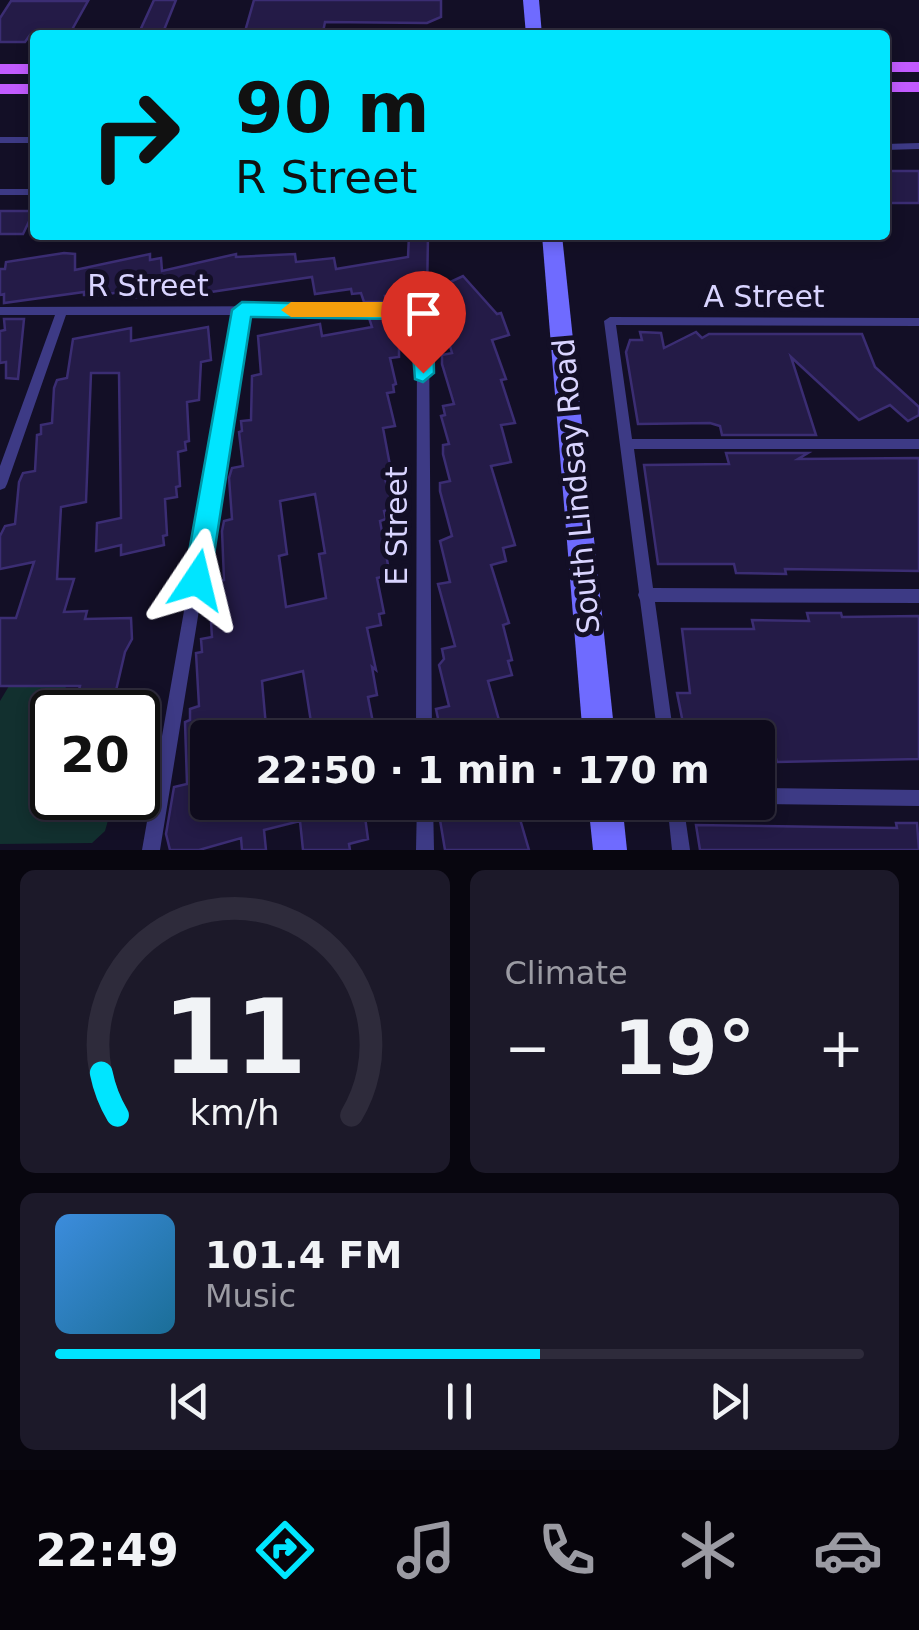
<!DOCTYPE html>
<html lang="en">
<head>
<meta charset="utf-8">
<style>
	body { margin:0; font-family:"DejaVu Sans",sans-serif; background:#1c1929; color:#f1f3f6; height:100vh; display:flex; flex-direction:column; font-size:38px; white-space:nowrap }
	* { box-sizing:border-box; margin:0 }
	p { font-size:32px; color:#9b9ba3 }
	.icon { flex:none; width:55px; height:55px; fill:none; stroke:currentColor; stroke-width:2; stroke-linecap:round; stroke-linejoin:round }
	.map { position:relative; height:850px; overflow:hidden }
	.panel { display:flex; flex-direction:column; gap:20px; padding:20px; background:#08060f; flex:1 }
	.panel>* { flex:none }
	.banner { position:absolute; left:30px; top:30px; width:860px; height:210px; border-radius:10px; box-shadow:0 5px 15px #0003,0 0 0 2px #2e2b3b; background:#00e5ff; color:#111; overflow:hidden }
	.speed { position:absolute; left:30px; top:690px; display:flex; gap:20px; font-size:50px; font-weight:700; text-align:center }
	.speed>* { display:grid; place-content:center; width:130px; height:130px; border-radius:50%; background:#0e0b1c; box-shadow:0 5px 15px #0003,0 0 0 2px #2e2b3b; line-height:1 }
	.speed .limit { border:5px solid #111; border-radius:15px; background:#fff; color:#111 }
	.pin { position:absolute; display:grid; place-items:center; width:85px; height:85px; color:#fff; margin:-102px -42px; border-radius:50% 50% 50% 0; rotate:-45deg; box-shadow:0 0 10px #0007 }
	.pin .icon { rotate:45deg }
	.me { position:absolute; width:110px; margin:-55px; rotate:10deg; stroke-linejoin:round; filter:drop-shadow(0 0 8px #0008) }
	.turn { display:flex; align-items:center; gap:35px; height:210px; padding:0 40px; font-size:45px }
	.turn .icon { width:130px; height:130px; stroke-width:2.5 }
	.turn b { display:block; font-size:70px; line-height:85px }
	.big { font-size:75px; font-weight:700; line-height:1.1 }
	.panel .tile { flex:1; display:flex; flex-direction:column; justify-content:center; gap:15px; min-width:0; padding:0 35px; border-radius:15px; background:#1c1929 }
	.panel .dial { align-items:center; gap:0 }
	.dial svg { height:260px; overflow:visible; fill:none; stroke:#2e2b3b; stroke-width:7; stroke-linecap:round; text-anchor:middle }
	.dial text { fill:#f1f3f6; stroke:none }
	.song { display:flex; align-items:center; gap:30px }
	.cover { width:120px; height:120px; border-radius:15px; background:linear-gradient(135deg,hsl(210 70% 55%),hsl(200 70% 35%)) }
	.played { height:10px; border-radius:5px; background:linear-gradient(90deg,#00e5ff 60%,#2e2b3b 60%) }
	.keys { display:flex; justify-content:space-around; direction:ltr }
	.heat { display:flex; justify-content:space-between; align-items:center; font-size:55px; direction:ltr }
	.panel .tiles { flex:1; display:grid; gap:20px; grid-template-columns:1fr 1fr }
	.tile:last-child { grid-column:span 2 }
	.trip { position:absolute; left:190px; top:720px; width:585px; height:100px; border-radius:10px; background:#0e0b1c; box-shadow:0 5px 15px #0003,0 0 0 2px #2e2b3b; font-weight:700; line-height:100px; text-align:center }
	.tabs { display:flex; height:160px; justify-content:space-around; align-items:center; background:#06040b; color:#9b9ba3 }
	.tabs .icon { width:70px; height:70px }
	.tabs .current { color:#00e5ff }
	.tabs b { font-size:45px; color:#f1f3f6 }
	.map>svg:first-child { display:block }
</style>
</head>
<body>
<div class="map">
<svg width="919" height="850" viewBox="0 0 919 850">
	<rect width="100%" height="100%" fill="#130f26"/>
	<polygon fill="#12302f" points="9,686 66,686 62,712 52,712 52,770 43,803 113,803 105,831 92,843 0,844 0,701"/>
	<g fill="#241b47" stroke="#3b2d73" stroke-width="2.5" fill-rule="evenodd">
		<polygon points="154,0 176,0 162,35 138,35"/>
		<polygon points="254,0 441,0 441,17 427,23 325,22 323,32 244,35"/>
		<polygon points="11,1 88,1 69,35 30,35 25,42 0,42 0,18"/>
		<rect x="885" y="171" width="34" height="32"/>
		<polygon points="0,211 34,211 23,234 0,234"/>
		<polygon points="409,235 428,235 427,296 385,296 387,302 364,302 361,293 352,294 351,289 315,294 312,277 184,296 184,293 173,294 173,291 131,298 131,290 103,295 84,295 84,292 4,303 4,294 0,295 0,269 5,269 6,262 64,253 75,254 75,270 150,254 150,260 161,258 162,271 236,254 236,257 295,254 296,262 334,258 336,269 408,257"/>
		<polygon points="463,276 497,314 501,313 509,335 492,340 506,379 501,380 515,423 501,425 511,462 491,466 515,545 503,548 506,561 491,565 509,623 503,625 512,660 508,661 512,675 488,681 504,738 442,738 436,709 449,706 439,665 444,659 442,649 455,646 438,584 450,582 440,541 452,536 440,491 440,483 450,481 443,454 443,445 449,444 441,416 445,415 443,406 454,404 442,364 442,355 452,353 433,290"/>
		<path d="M369,318H391L399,348V357L390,358L396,384L393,385L394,392L387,393L395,426L383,428L392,476L385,478L392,508L384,511L386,519L380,521L388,565L384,566L386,576L377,578L384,613L379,614L381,625L367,628L376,670L372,667L377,695L368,697L376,738H275L274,731L311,722L303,671L262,681L267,738H208V802H363L368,839L349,844L350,850H303L300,821L264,830L266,850H242L241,838L199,850H170L166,834L174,787L187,784L185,722L190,720V709L199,706L196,653L202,652L201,639L212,637L209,592L215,591L214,582L224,580L222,531L224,521L232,519L229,478L232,468L243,466L239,432L242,431L241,421L251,420L252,376L261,374L258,336L320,324L322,336L372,327ZM315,494L325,553L319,554L326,598L286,607L279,556L287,554L280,501Z"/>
		<polygon points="4,319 24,319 18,379 6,378 6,362 0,363 0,331 5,330"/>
		<polygon points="208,327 211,360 201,362 199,400 187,402 189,441 185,442 186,450 178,452 180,486 176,487 177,497 165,499 167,535 163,536 164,545 121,555 121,545 96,551 97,523 121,518 119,373 91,373 86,502 61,507 57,579 74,579 64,612 87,611 85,619 131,618 132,639 125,652 111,712 73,712 80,686 0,686 0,618 16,618 34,562 0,569 0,536 5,526 15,524 19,482 23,473 35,471 37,435 41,434 41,425 52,423 54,388 57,380 67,378 73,339 131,328 131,341"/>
		<polygon points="640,332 661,333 664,348 696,332 702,338 709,334 862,334 875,367 919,407 919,415 908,421 890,405 859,420 791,357 816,435 722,435 720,426 710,423 638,424 626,352 630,340 642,340"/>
		<polygon points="726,453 808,453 798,459 919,458 919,571 785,569 786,574 736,573 734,564 658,564 644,465 729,464"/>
		<polygon points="807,613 841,613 842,617 919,616 919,759 777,762 775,755 758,755 758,738 686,738 677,693 690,693 682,629 754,629 752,620 809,621"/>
		<polygon points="437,802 515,802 529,850 445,850"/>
		<polygon points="896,823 917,823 919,850 700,850 696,825 897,828"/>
	</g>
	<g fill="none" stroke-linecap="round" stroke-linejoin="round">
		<g fill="#3d3a85" fill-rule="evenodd">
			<rect x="0" y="137" width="35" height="6"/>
			<polygon points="919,143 919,149 885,150 885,144"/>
			<rect x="0" y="189" width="35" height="6"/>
			<polygon points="391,306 419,314 429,336 432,738 416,738 417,336 411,320 391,314 247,315 160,850 142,850 236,315 66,315 7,484 5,488 0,490 0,466 55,315 0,315 0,307"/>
			<polygon points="610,317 919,318 919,326 616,325 632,439 919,439 919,449 634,449 653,588 919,589 919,603 655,602 674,738 658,738 640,600 638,595 639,592 604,321"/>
			<polygon points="758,788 919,790 919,806 758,804 754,802 758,802"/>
			<polygon points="417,802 433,802 434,850 416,850"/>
			<polygon points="667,802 683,802 690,850 672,850"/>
		</g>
		<g fill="#6f6bff" fill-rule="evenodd">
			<polygon points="523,0 539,0 542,35 526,35"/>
			<polygon points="542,235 562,235 615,738 583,738"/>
			<polygon points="588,802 622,802 627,850 593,850"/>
		</g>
		<g fill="#c25bff" fill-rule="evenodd">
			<rect x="885" y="62" width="34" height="10"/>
			<rect x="0" y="64" width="35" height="10"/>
			<rect x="885" y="82" width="34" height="10"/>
			<rect x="0" y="84" width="35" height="10"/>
		</g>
	</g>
	<path fill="#00e5ff" stroke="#0095a6" stroke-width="2.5" d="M242,302L412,306C438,319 433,347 434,373L423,382L415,379L411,327L402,319L251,317L210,580L206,589L197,592L188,589L184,580L232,310Z"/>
	<polygon fill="#f59e0b" points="291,302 392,302 403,310 392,317 291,317 281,310"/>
	<g text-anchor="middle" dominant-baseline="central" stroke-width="10" stroke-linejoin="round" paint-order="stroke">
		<g font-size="30" fill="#d9d4ff" stroke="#130f26">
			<text x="148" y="285">R Street</text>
			<text x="764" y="296">A Street</text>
			<text transform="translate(576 486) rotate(-95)">South Lindsay Road</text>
			<text transform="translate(396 526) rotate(-90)">E Street</text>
		</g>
	</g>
</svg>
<div class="speed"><div class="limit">20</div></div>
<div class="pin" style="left:423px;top:373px;background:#d93025"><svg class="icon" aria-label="arrive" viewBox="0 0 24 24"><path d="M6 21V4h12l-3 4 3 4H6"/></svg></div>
<svg class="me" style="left:197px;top:580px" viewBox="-20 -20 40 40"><path d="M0-17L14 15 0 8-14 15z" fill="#00e5ff" stroke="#fff" stroke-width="4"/></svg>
<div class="trip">22:50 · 1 min · 170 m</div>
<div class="banner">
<div class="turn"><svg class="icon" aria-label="right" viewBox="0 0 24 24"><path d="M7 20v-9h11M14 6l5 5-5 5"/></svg><div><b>90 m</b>R Street</div></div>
</div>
</div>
<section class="panel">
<div class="tiles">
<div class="tile dial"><svg viewBox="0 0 100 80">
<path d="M14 69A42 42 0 1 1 86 69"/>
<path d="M14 69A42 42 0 0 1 9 56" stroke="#00e5ff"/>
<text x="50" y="56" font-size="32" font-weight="700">11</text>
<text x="50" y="72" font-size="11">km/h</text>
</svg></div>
<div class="tile"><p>Climate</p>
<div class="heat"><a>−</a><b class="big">19°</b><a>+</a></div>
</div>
<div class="tile">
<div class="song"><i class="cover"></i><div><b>101.4 FM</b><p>Music</p></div></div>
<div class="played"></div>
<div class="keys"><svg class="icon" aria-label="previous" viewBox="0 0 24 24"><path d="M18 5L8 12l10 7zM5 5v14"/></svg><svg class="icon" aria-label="pause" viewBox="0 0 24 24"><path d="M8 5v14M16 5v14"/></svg><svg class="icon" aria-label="next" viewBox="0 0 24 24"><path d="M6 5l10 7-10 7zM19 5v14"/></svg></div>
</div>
</div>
</section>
<nav class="tabs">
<b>22:49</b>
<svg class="icon current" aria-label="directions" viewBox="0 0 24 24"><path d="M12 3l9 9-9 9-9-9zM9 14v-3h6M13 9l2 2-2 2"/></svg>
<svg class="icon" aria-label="music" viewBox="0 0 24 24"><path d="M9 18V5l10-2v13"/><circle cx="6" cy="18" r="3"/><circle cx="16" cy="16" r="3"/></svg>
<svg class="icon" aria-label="phone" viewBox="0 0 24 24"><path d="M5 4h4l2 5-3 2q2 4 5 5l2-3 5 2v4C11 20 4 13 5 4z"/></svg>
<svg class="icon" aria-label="climate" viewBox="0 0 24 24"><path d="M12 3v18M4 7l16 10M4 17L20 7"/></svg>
<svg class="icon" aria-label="car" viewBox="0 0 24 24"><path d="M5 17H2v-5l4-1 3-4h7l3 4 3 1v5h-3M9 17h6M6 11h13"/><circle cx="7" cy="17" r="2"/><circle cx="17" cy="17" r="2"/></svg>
</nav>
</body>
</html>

---*---

Up to and including the line with "display:block; font-size:70px; line-height:85px", copy the data above from its first line. Skip pictures.

**TASK RESPONSE**
<!DOCTYPE html>
<html lang="en">
<head>
<meta charset="utf-8">
<style>
	body { margin:0; font-family:"DejaVu Sans",sans-serif; background:#1c1929; color:#f1f3f6; height:100vh; display:flex; flex-direction:column; font-size:38px; white-space:nowrap }
	* { box-sizing:border-box; margin:0 }
	p { font-size:32px; color:#9b9ba3 }
	.icon { flex:none; width:55px; height:55px; fill:none; stroke:currentColor; stroke-width:2; stroke-linecap:round; stroke-linejoin:round }
	.map { position:relative; height:850px; overflow:hidden }
	.panel { display:flex; flex-direction:column; gap:20px; padding:20px; background:#08060f; flex:1 }
	.panel>* { flex:none }
	.banner { position:absolute; left:30px; top:30px; width:860px; height:210px; border-radius:10px; box-shadow:0 5px 15px #0003,0 0 0 2px #2e2b3b; background:#00e5ff; color:#111; overflow:hidden }
	.speed { position:absolute; left:30px; top:690px; display:flex; gap:20px; font-size:50px; font-weight:700; text-align:center }
	.speed>* { display:grid; place-content:center; width:130px; height:130px; border-radius:50%; background:#0e0b1c; box-shadow:0 5px 15px #0003,0 0 0 2px #2e2b3b; line-height:1 }
	.speed .limit { border:5px solid #111; border-radius:15px; background:#fff; color:#111 }
	.pin { position:absolute; display:grid; place-items:center; width:85px; height:85px; color:#fff; margin:-102px -42px; border-radius:50% 50% 50% 0; rotate:-45deg; box-shadow:0 0 10px #0007 }
	.pin .icon { rotate:45deg }
	.me { position:absolute; width:110px; margin:-55px; rotate:10deg; stroke-linejoin:round; filter:drop-shadow(0 0 8px #0008) }
	.turn { display:flex; align-items:center; gap:35px; height:210px; padding:0 40px; font-size:45px }
	.turn .icon { width:130px; height:130px; stroke-width:2.5 }
	.turn b { display:block; font-size:70px; line-height:85px }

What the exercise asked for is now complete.